Our main motivation for forking/renaming the project is that the previous owner of the project, Aduna, is no longer actively involved in the project and is unavailable to continue to carry out the role of steward. Since 2010-2011, Aduna has no longer been involved in the project: no Aduna employees are developing the software, and all project infrastructure has gradually been migrated away from their servers to sites under community control. The current core development team consists of individuals and employees of other commercial software vendors that have an interest in continued maintenance and development of the project. A fork, therefore, is merely the last step in this process and an official recognition of the state of the project since 2011.
RDF4J is an RDF (Resource Description Framework) Java toolkit that provides functionality for efficient and scalable storage, querying, and reasoning with RDF data, and a vendor-neutral access API for RDF databases (a.k.a. "triplestores").
RDF4J is an RDF (Resource Description Framework) Java toolkit. It provides functionality for efficient and scalable storage, querying, and reasoning with RDF data, and a vendor-neutral access API for RDF databases (a.k.a. "triplestores").
RDF4J supports two query languages (SeRQL and SPARQL), as well as a set of fully streaming parsers and writers for most common RDF syntax formats, called Rio. It also includes two database implementations for RDF storage, the in-memory store and the Native store.

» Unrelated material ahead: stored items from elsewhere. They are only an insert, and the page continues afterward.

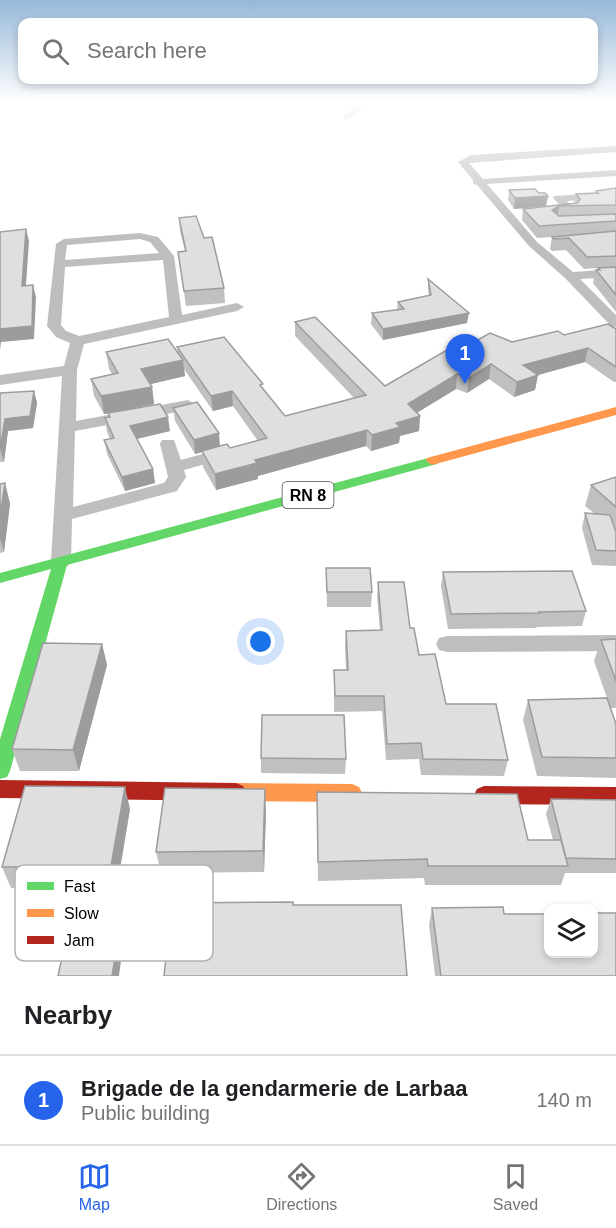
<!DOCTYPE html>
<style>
:root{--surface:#fff;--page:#f6f6f6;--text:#202124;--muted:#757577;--line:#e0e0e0;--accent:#2563eb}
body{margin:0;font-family:Arial,sans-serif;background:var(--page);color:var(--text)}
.controls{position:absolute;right:18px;bottom:18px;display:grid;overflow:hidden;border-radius:12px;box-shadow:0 3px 9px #0003}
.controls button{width:54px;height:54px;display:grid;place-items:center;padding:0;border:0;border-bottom:2px solid var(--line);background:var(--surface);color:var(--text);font:30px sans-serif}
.you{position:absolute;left:261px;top:642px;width:21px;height:21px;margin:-15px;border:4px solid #fff;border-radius:50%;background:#1a73e8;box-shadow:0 0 0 9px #1a73e833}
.badge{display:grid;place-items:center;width:39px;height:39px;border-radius:50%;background:var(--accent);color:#fff;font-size:20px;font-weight:700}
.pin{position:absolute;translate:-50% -50px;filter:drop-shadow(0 2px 3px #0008)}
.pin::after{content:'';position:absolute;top:32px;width:21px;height:18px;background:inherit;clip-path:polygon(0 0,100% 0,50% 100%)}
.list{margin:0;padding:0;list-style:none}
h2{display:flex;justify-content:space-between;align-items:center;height:78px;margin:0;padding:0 24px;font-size:26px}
h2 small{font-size:20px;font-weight:400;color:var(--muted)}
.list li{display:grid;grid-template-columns:39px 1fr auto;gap:18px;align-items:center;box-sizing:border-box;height:90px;padding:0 24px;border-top:2px solid var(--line)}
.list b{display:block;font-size:22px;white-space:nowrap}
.list p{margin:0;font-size:20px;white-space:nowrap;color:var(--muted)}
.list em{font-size:20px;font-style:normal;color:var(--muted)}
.icon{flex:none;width:33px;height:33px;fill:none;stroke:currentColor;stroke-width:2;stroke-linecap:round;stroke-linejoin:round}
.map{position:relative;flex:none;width:616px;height:976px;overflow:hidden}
.search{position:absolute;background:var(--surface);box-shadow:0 3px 9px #0003;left:18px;right:18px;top:18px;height:66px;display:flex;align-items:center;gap:15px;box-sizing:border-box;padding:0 21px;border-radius:12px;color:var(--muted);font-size:22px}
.sheet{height:168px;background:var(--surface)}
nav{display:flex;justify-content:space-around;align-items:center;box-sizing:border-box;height:84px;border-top:2px solid var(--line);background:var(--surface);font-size:16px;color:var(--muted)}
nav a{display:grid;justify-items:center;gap:3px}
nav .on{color:var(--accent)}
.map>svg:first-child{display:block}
</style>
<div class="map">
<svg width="616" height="976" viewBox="0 0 616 976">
<rect width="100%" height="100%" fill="#fff"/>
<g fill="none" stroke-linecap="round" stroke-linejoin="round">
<g fill="#bebebe" fill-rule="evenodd">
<polygon points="363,101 371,101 350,119 344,119 344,115"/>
<polygon points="616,146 616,152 469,163 483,179 616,170 616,176 487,184 537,242 573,272 616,269 616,277 580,279 616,315 616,327 611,326 566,279 529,246 477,185 473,184 473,180 458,162 471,155"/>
<polygon points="616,192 616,198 567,201 576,210 575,212 555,214 550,211 562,207 553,198 554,196"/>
<path d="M 140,233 L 158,237 L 174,256 L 182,315 L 237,303 L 244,307 L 237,311 L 84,344 L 77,370 L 76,421 L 188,400 L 196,405 L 188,410 L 75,431 L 73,507 L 164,483 L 168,477 L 160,444 L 162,440 L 174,440 L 181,460 L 224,448 L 230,449 L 233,453 L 230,457 L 184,470 L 186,477 L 177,491 L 72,519 L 71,561 L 68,566 L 61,568 L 54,566 L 51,561 L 62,376 L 0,385 L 0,375 L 64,366 L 70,343 L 56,337 L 47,326 L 56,244 L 64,239 ZM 140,239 L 150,242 L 159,253 L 65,260 L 67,245 ZM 163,260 L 169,317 L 79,336 L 66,331 L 61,325 L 65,267 Z"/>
<polygon points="616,635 616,651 447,652 439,650 436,644 439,638 447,636"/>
</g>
<polygon fill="#63d668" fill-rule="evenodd" points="432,457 438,461 437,464 67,565 10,771 7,777 0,779 0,739 51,569 0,583 0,573"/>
<g fill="#ff974d" fill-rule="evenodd">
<polygon points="616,407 616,415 432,465 426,461 427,458"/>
<polygon points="236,783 352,784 359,787 362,793 359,799 352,802 236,801 229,798 226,792 229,786"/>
</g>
<g fill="#b3261e" fill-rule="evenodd">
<polygon points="0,780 236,783 243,786 246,792 243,798 236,801 0,798"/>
<polygon points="484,786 616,787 616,805 484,804 477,801 474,795 477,789"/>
</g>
</g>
<g fill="#c0c0c0">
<polygon points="616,188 616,312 593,283 596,270 597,270 598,268 584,269 566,250 552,251 550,249 552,237 564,236 537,238 522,220 523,209 574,204 576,194 595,193 596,191"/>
<polygon points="509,190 539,193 548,196 546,206 514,209 508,200"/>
<polygon points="179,218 204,238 224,288 225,303 186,306 178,252 185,251 180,231"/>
<polygon points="428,279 467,323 383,340 371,324 372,313 397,309 398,302 429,296 428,289"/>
<polygon points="295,322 385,386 460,350 564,335 616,329 616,382 614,382 585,362 538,375 535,390 514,397 489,379 467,393 456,389 417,412 420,416 419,431 400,436 399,443 371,451 366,446 258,476 258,479 216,490 203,467 202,452 195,454 175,421 173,408 220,446 230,448 258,441 233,406 213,411 184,369 185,376 150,384 152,387 154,404 104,414 94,396 91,379 112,374 109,369 106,352 178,352 177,347 263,389 285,416 354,398 295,336"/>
<polygon points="34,391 37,403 33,428 8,431 4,462 0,462 0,393"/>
<polygon points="108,413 170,431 137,439 153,469 155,483 125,491 107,454 104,440 110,439 107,432 105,418 109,417"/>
<polygon points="616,477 616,566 592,565 582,528 585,513 595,514 585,506 591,485"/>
<polygon points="5,483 10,504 4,552 0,553 0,484"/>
<polygon points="326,568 372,592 371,607 327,607"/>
<polygon points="443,572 586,611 582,626 537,627 536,628 448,629 441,586"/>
<polygon points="378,582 410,628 419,655 446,704 508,760 504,776 421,775 419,759 386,760 382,711 334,712 334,670 346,670 345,647 346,631 380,630 377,597"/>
<polygon points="616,639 616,708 611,708 616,724 616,778 537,776 523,720 528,700 607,698 594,661 601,640"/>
<polygon points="102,644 107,665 79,771 20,771 12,749"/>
<polygon points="261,758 346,759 345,774 261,773"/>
<polygon points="317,792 528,840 553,840 546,814 551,799 616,800 616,873 565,873 561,885 425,885 424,878 318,881"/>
<polygon points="130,809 117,887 11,888 2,867"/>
<polygon points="266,811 264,872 161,873 156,852"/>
<polygon points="432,908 504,914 616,976 435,976 429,925"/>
</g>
<g fill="#9c9c9c">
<polygon points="548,196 546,206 514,209 515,198"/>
<polygon points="559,206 557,217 552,210"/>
<polygon points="26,229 29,241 25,299 22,286"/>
<polygon points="33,285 36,297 34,339 1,342 0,350 0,329"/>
<polygon points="469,313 467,323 383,340 383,329"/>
<polygon points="588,348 585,362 538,375 535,390 514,397 517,382 523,365"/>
<polygon points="183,360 185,376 143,386 141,369"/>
<polygon points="491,364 489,379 467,393 469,378"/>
<polygon points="457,374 456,389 407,419 408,404"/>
<polygon points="152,387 154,404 104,414 101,396"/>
<polygon points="34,391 37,403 33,428 8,431 4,462 0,449 5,419"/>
<polygon points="232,391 233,406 213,411 211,396"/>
<polygon points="420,416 419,431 400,436 399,443 371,451 372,435 396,423"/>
<polygon points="168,417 170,431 132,440 130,426"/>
<polygon points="367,430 366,446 258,476 258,479 216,490 215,474 255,460"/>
<polygon points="219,433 220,447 195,454 194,440"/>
<polygon points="153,469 155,483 125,491 122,477"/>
<polygon points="5,483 10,504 4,552 0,539 0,515"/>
<polygon points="102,644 107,665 79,771 73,750"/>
<polygon points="125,787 130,809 117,887 111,866"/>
<polygon points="265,789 266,811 264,872 263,851"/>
<polygon points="118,939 122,953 119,976 112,976"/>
</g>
<g fill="#dfdfdf" stroke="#9c9c9c" stroke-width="1.5">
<polygon points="616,188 616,205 559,206 552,210 559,216 616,214 616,221 539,226 523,209 577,203 580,199 576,194 598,193 596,191"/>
<polygon points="535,189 539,193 545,193 548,196 515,198 509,190"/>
<polygon points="196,216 204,238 212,237 224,288 184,291 178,252 186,251 179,218"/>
<polygon points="26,229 22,286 33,285 32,326 0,329 0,232"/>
<polygon points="616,231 616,256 587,257 569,238 554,239 552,237"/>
<polygon points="616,267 616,295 596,270 600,270 598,268"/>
<polygon points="428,279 469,313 383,329 372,313 404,309 398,302 431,295"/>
<polygon points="315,317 385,386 452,347 460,350 490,333 512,342 558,331 564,335 608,324 616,329 616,367 588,348 523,365 538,375 517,382 491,364 469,378 457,374 408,404 420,416 396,423 400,427 372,435 367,430 255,460 257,463 215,474 202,451 227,444 230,448 267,438 232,391 211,396 177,347 224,337 263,384 260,385 285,416 366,395 295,322"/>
<polygon points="168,339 183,360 141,369 152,387 101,396 91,379 118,373 106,352"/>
<polygon points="34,391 30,416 5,419 0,449 0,393"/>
<polygon points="197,402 219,433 194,440 173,408"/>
<polygon points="160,404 168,417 130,426 153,469 122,477 104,440 114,438 105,418 110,417 108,413"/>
<polygon points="616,477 616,507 591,485"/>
<polygon points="5,483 0,515 0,484"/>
<polygon points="585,513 610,515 616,532 616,551 596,550"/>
<polygon points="326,568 370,568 372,592 327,592"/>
<polygon points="572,571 586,611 539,612 540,613 451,614 443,572"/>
<polygon points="378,582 404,582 410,628 414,628 419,655 435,654 446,704 496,704 508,760 423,759 421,743 387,744 384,696 335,696 334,670 348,670 346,631 382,630"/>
<polygon points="616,639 616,681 601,640"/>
<polygon points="43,643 102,644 73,750 12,749"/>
<polygon points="607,698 616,724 616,758 542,757 528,700"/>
<polygon points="262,715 344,715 346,759 261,758"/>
<polygon points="25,786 125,787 111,866 2,867"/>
<polygon points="165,788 265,789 263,851 156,852"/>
<polygon points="317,792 517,794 528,840 561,840 568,866 428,866 427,859 318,862"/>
<polygon points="551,799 616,800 616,859 566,858"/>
<polygon points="293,902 293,905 401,905 407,976 164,976 172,903"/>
<polygon points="503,907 504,914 549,914 549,954 594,954 594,913 616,913 616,976 441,976 432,908"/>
<polygon points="66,939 118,939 112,976 58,976"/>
</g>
<linearGradient id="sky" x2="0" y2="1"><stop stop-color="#97b8d8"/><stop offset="0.43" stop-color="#fff"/><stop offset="1" stop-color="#fff" stop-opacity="0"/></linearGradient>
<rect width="616" height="237" fill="url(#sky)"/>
<g text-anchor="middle" stroke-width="4.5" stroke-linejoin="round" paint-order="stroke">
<rect fill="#fff" stroke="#4c4c4c" stroke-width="1.5" x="282.5" y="482" width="51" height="26" rx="4.5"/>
<g font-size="16" font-weight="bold" fill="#000">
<text x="308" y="501">RN 8</text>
</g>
</g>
<rect x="15" y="865" width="198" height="96" rx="9" fill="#fff" stroke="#b2b2b2" stroke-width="1.5"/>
<rect x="27" y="882" width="27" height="8" fill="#63d668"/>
<rect x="27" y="909" width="27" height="8" fill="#ff974d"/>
<rect x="27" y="936" width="27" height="8" fill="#b3261e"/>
<g font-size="16" fill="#000">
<text x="64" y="892">Fast</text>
<text x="64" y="919">Slow</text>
<text x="64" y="946">Jam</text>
</g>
</svg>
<div class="controls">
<button><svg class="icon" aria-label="layers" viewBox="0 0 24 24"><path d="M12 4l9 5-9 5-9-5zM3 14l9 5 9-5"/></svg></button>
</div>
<div class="you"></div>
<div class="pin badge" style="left:465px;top:384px">1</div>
<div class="search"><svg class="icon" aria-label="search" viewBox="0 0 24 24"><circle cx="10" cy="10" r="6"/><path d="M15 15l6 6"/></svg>Search here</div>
</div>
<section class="sheet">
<h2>Nearby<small></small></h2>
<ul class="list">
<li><span class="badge">1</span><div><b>Brigade de la gendarmerie de Larbaa</b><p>Public building</p></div><em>140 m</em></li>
</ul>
</section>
<nav>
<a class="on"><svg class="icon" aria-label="map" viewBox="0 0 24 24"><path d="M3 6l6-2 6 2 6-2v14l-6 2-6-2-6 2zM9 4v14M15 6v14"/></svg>Map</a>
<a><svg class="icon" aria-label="directions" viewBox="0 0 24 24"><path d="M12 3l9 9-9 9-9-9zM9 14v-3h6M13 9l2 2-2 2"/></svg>Directions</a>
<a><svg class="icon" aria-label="saved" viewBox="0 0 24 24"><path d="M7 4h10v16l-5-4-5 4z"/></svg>Saved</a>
</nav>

In addition to its primary use as a set of Java libraries, RDF4J also provides a Server web application that can be accessed as a web service for RDF database access, and a Workbench web application which provides a (web-based) client user interface for an RDF4J Server.
As an existing mature open-source project we want to ensure our continued existence independently from any one software vendor. We feel that having a vendor-neutral steward entity such as the Eclipse Foundation is the best way to ensure that independence, and in addition we believe it gives our developers and contributors additional assurances and legal protection. Moreover, adoption as an Eclipse project will, we believe, give our project additional public exposure and credibility as a good long-term stable solution for RDF-based software development.
We believe that we provide a useful toolkit for use by the wider Eclipse community: libraries and parsers to deal with RDF data in a scalable fashion are a very generally applicable tool for any project that either needs to deal with RDF or Linked Data and related W3C standards (such as OWL, SPARQL, or JSON-LD) directly, or which simply wishes to have tooling for quick and flexible data modelling, storage, and querying in a standardized format. In fact, we are aware of several existing Eclipse projects (such as Lyo) that currently already use RDF4J's predecessor, OpenRDF Sesame, in their codebase.
The new project name 'RDF4J' is currently not trademarked. All code intended to become part of this project is currently distributed under a BSD 3-clause license and as such there are no legal issues to us forking and redistributing under a different name.
We currently do a maintenance (patch) release of our software roughly every 8-10 weeks. Minor releases happen about twice a year, and a major release is rare: Sesame currently is at version 2.7.14 (stable). Our next minor release (2.8) is currently in beta and is tentatively scheduled for final release in February. A new major release (version 4.0.0, we are skipping 3.x for legacy reasons) is under development but has no target date set yet other than "somewhere in late 2015".
From our perspective, we can make our initial contribution at any point in time starting now, as the code is certainly in a mature enough state. We would expect to do a first build and candidate release shortly (as in: a couple of weeks at most) after that, so that a stable version of the software with new naming is available for us to advertise to our user community, and they can switch over to new maven artifact ids and package names at their leisure.
Development focus is currently as follows:
- for the upcoming minor release (2.8) we focus on improved support for the latest revision of relevant W3C standards (RDF 1.1, SPARQL 1.1, JSON-LD), as well as improved support for transaction handling over HTTP. This release is tentatively scheduled for February 2015.
- the next major release (4.0) is aimed at major improvements in usability of our core APIs - including an upgrade to use and support Java 8 features such as lambdas, AutoCloseable and the new Stream API. This release is tentatively scheduled for Q3/Q4 2015.
As our software is a vendor-neutral access API we aim to actively engage and help software vendors of RDF-based solutions to "connect" with RDF4J. We aim to do this as a community by writing additional documentation to make connecting with the APIs easier, as well as gathering feature requests and attempting to work with software vendors to help them get the most out of the software and conversely help us develop the software in a way that meets their needs.
From an end-user perspective, we aim to continue to make the project's main APIs easier to use, to offer additional utility functionality to make common tasks simpler, and to make switching between different database vendors for any given end-user project as transparent and painless as possible.